Background

Contribution

Existing Part Description

BBa_J428028 repressor protein plays a crucial role in our system, as it mediates signal transmission from the sensor plasmid to the reporter plasmid. It was important for us to evaluate the activity of this protein in the presence of tetracycline and to determine the optimal tetracycline concentration required for proper system function.

We analyzed the TetR gene activity under varying promoter strengths and tetracycline concentrations to determine the threshold of antibiotic resistance. The maximum survival concentration was found to be 10 µg/mL, regardless of the promoter used.

Learn more in Part Documentation.

New Part: Inducible Chloramphenicol-Resistance Plasmid

As part of our project, we created a new inducible selection module — a plasmid carrying an antibiotic-resistance system controlled by a tetracycline promoter. This construct functions as a reversible selection or inverted screening system, expanding the utility of the Ptet/TetR regulatory framework.

The principle of operation of this new part is as follows:

  • In the absence of TetR, the tetracycline promoter is active, the chloramphenicol-resistance gene is expressed, and cells survive on selective medium.
  • In the presence of TetR, the promoter is repressed, chloramphenicol resistance is not expressed, and cell growth is inhibited.

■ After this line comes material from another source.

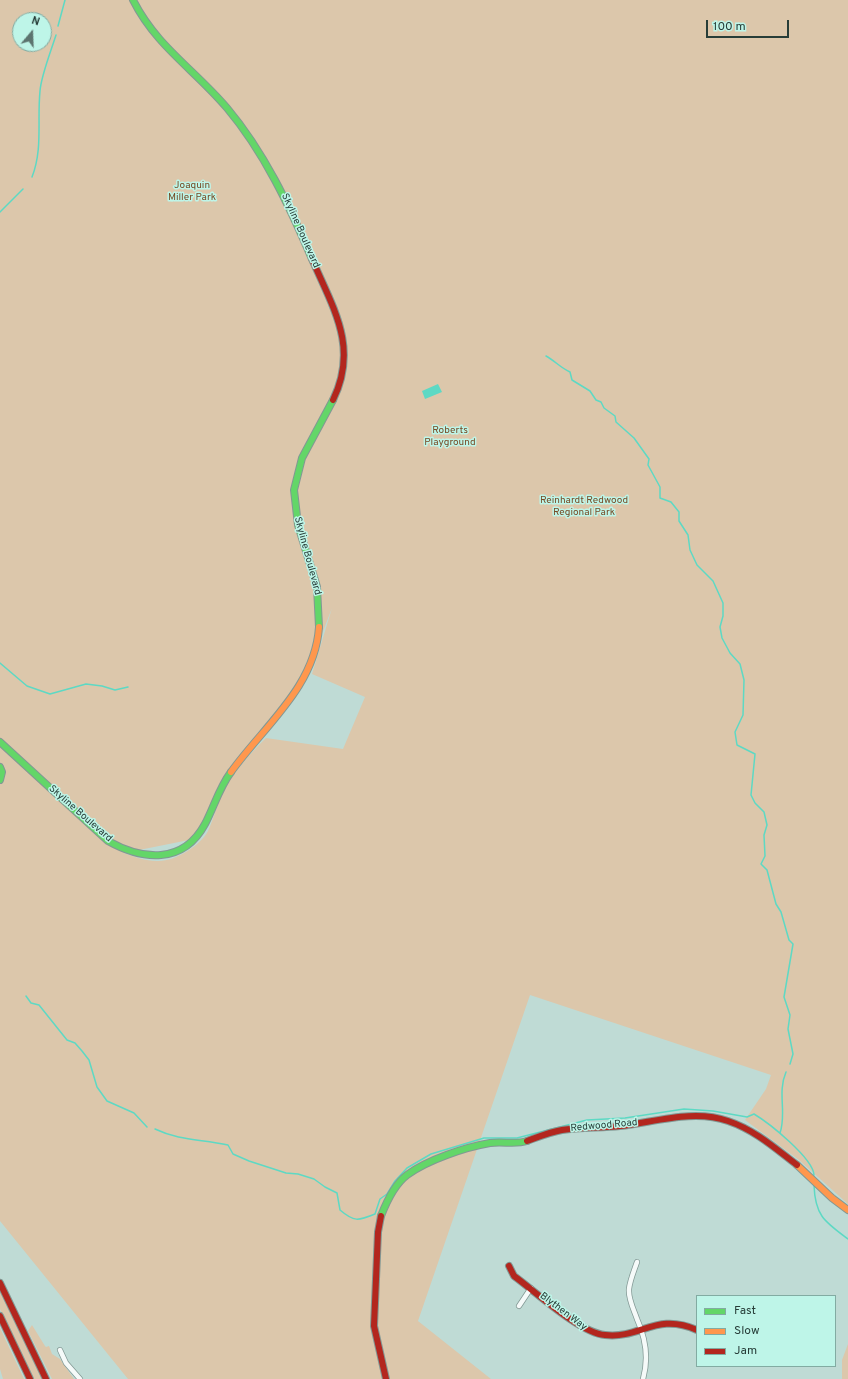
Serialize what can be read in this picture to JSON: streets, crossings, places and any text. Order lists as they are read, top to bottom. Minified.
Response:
{"streets":{"main road":["Skyline Boulevard","Redwood Road","Blythen Way"]},"parks":["Joaquin Miller Park","Roberts Playground","Reinhardt Redwood Regional Park"],"legend":["Fast","Slow","Jam"],"scale_bar":"100 m","north":"top"}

This design enables real-time monitoring of TetR expression dynamics and provides a modular tool for assessing the repression efficiency of dual dCas-based systems. In our experiments, we used this construct to evaluate the efficiency of TetR inhibition mediated by paired Cas complexes. Testing in E. coli Top10 cells on LB medium containing chloramphenicol confirmed the correct on/off behavior of the system, both independently and in combination with a TetR-expressing plasmid.

Beyond our specific application, this part can be employed in various areas of synthetic-biology circuit design — for example:

  • to monitor repressor stability,
  • to construct logic-gated regulatory networks,
  • or as a controllable clone-selection module in complex assemblies.

    • Learn more in Part Documentation.

Contribution to the iGEM Community

By developing this tetracycline-regulated chloramphenicol-resistance system, we provide a versatile tool for teams working with inducible control of antibiotic markers or feedback regulation based on the Ptet/TetR axis.
Our construct can serve as a modular selection backbone for diverse gene-regulatory studies, particularly where reversible antibiotic selection is needed.

This new plasmid is planned for submission to the iGEM Registry under a dedicated entry as a new Part, accompanied by full characterization data and documentation.
Its design and behavior were validated both in vitro and in vivo, demonstrating robustness and reproducibility.